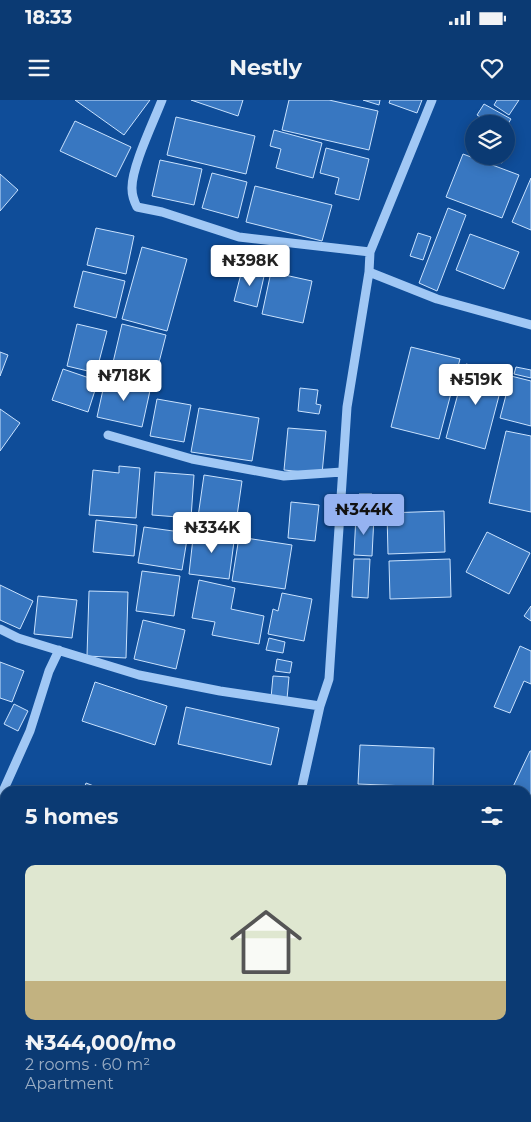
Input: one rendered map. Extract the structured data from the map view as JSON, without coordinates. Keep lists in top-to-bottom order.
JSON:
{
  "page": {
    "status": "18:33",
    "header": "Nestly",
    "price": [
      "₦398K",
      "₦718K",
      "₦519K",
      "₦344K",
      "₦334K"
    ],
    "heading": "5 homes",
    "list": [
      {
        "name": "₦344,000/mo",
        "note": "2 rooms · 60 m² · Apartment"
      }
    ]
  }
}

★ ★ ★

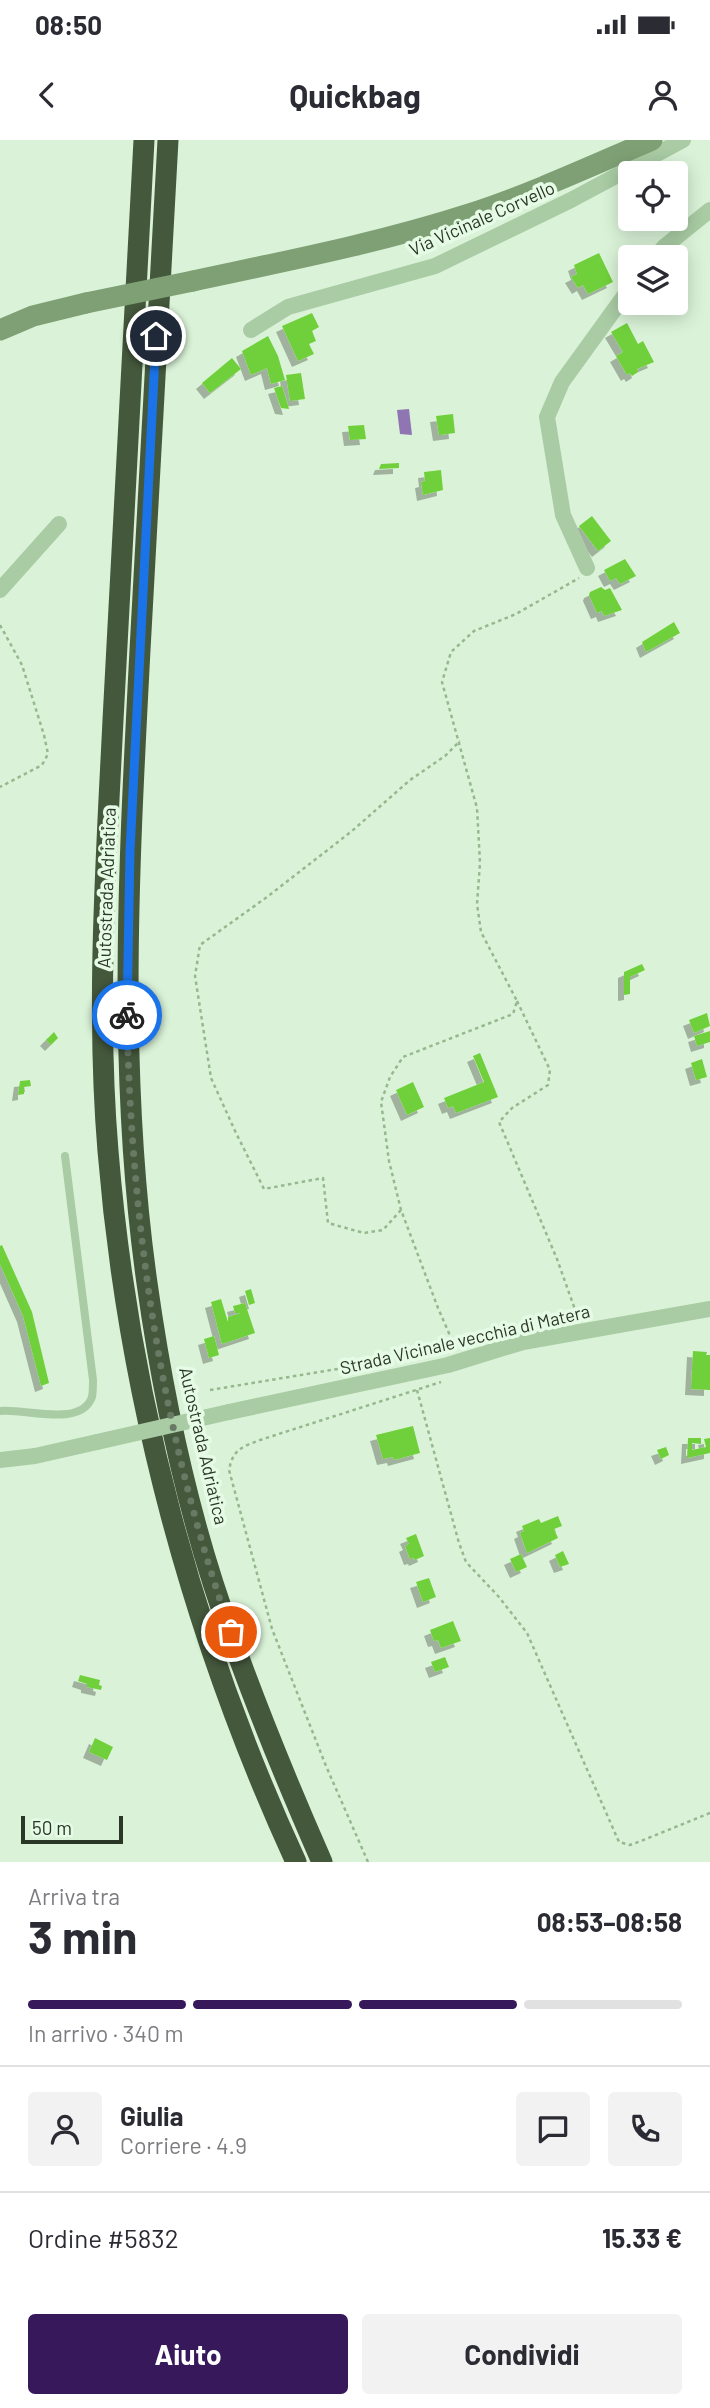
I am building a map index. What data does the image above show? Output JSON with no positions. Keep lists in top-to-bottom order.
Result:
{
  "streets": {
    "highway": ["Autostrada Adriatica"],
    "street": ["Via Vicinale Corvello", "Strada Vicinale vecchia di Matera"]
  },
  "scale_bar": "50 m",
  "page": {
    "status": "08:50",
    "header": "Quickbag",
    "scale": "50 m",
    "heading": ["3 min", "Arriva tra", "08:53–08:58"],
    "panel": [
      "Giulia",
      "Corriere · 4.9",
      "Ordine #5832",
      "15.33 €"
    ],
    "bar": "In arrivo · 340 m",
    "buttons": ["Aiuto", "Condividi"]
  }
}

★ ★ ★

The only thing to give is how many lines of the listing include the word "lists".

2